» **ACTIVITY**
Only the lines from the start of the entries through the line with "0 3px,transparent 0" are wanted; please output them exactly.

(Collected data entries)
Start of Block

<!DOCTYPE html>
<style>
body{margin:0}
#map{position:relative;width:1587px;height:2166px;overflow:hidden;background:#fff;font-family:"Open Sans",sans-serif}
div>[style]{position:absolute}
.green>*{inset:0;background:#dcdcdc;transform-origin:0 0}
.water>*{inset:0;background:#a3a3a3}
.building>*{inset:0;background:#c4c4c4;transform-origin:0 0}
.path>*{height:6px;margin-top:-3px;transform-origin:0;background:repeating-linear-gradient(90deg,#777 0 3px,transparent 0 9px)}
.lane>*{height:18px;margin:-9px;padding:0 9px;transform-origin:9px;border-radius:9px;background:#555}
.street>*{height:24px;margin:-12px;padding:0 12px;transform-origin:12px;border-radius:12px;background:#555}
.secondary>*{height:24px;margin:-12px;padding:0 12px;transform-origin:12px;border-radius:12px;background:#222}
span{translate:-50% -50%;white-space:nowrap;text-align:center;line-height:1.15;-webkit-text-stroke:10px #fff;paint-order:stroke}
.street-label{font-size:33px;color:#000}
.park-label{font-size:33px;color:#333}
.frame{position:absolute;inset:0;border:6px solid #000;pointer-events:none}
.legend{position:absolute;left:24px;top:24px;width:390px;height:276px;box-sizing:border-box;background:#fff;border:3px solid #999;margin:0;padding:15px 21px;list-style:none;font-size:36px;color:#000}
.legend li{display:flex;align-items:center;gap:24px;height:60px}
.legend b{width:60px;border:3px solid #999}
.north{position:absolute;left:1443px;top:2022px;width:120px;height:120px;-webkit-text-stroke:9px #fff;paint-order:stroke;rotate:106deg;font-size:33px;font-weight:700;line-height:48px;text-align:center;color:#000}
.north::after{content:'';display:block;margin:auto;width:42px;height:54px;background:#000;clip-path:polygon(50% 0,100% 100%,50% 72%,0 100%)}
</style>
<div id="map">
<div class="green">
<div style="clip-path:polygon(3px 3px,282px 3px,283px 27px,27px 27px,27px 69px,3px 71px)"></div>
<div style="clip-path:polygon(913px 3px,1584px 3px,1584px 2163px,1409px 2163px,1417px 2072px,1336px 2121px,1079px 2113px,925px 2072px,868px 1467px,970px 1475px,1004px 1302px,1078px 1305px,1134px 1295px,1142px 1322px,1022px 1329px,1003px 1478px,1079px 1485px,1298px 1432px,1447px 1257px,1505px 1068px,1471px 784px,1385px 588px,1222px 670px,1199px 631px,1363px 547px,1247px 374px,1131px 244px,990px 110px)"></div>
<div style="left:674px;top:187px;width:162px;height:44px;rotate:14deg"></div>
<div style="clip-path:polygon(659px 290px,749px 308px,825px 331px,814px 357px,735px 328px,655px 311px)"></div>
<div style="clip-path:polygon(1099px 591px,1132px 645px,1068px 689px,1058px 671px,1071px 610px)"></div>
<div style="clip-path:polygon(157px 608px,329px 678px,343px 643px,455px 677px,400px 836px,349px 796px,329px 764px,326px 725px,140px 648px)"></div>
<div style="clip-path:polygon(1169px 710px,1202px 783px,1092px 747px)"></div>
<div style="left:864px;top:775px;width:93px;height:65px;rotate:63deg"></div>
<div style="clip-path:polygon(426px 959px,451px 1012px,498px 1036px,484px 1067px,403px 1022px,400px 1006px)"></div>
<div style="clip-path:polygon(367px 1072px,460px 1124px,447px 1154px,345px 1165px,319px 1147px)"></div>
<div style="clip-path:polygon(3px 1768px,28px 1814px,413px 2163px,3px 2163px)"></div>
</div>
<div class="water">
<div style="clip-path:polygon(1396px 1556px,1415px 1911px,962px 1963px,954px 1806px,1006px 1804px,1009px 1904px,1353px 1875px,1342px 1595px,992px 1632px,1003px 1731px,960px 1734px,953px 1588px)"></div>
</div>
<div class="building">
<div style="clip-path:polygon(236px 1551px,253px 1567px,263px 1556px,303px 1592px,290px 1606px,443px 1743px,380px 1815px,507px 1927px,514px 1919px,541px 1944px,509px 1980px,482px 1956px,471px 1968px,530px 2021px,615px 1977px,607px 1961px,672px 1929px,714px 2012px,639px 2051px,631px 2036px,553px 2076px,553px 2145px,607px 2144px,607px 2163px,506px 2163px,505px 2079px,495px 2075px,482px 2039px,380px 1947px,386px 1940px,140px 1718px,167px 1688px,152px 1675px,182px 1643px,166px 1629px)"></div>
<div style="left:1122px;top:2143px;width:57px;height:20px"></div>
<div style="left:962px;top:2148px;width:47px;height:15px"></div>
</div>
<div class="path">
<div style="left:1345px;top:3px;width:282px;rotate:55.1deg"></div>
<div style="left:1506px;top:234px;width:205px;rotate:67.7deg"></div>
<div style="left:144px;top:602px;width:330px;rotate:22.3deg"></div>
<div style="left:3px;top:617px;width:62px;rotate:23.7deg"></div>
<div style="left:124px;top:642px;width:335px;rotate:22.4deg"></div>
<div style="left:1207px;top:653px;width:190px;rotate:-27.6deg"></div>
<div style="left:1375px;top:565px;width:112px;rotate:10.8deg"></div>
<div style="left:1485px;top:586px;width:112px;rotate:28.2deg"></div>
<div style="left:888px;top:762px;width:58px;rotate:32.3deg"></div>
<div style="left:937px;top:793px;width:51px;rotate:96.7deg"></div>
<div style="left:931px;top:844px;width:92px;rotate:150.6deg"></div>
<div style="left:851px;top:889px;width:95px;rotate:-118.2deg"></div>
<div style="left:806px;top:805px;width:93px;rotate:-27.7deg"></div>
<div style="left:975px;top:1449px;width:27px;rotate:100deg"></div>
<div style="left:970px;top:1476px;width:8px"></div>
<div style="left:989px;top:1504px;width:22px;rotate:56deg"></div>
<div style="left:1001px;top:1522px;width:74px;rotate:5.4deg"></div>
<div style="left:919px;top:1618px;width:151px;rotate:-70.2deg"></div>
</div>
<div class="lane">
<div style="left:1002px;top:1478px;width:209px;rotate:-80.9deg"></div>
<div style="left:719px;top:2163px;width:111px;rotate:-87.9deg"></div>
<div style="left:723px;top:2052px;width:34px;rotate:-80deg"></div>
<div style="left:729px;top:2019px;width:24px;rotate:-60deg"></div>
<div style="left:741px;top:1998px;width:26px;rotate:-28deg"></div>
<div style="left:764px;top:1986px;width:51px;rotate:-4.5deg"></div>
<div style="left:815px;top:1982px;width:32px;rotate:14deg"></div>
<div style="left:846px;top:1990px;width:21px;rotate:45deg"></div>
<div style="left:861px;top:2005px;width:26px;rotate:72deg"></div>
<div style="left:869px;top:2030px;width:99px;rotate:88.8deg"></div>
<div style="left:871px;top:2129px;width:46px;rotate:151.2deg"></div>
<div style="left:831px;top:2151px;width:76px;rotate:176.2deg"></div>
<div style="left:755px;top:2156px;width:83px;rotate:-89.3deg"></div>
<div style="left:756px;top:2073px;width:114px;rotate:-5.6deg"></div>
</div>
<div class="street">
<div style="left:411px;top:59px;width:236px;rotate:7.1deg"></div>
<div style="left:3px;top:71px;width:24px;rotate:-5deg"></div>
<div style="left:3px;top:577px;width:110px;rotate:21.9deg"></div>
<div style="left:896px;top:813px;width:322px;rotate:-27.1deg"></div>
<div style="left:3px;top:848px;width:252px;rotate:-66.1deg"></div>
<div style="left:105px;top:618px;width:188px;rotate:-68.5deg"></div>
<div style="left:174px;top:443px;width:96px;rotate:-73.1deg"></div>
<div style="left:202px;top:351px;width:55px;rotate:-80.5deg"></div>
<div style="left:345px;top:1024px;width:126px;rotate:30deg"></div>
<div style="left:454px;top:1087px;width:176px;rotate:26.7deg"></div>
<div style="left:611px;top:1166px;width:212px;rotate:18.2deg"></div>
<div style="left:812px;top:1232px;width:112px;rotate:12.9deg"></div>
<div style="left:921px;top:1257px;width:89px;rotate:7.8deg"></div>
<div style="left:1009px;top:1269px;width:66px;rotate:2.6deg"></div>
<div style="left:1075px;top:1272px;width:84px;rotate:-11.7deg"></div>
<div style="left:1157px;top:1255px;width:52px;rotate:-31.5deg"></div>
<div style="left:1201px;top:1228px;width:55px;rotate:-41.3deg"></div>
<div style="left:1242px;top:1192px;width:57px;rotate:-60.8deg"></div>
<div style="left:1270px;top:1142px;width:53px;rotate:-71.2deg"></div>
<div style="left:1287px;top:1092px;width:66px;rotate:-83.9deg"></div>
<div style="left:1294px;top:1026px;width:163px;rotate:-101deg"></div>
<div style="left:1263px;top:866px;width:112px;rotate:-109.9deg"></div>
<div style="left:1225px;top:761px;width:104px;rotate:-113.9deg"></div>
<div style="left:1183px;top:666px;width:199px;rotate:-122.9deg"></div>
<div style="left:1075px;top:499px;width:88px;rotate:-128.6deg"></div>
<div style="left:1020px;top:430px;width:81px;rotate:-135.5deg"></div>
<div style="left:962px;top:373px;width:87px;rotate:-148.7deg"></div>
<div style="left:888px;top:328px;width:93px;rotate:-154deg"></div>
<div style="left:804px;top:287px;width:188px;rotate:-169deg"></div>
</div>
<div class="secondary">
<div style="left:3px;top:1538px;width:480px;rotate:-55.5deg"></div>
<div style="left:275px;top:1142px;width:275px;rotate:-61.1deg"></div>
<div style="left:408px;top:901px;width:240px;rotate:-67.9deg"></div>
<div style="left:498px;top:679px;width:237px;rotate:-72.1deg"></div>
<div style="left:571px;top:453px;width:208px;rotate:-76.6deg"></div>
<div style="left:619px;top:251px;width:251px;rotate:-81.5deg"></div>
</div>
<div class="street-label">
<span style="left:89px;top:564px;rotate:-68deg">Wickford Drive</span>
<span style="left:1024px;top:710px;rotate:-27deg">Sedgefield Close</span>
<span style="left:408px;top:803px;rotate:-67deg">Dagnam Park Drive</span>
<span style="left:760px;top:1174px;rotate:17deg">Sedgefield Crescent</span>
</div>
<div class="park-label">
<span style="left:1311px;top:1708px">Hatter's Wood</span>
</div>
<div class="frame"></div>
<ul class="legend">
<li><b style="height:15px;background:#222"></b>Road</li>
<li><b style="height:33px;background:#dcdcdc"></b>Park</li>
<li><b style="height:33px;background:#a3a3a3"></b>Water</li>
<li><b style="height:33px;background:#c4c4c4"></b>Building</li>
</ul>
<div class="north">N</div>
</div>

End of Block

» **TASK ANSWER**
<!DOCTYPE html>
<style>
body{margin:0}
#map{position:relative;width:1587px;height:2166px;overflow:hidden;background:#fff;font-family:"Open Sans",sans-serif}
div>[style]{position:absolute}
.green>*{inset:0;background:#dcdcdc;transform-origin:0 0}
.water>*{inset:0;background:#a3a3a3}
.building>*{inset:0;background:#c4c4c4;transform-origin:0 0}
.path>*{height:6px;margin-top:-3px;transform-origin:0;background:repeating-linear-gradient(90deg,#777 0 3px,transparent 0 9px)}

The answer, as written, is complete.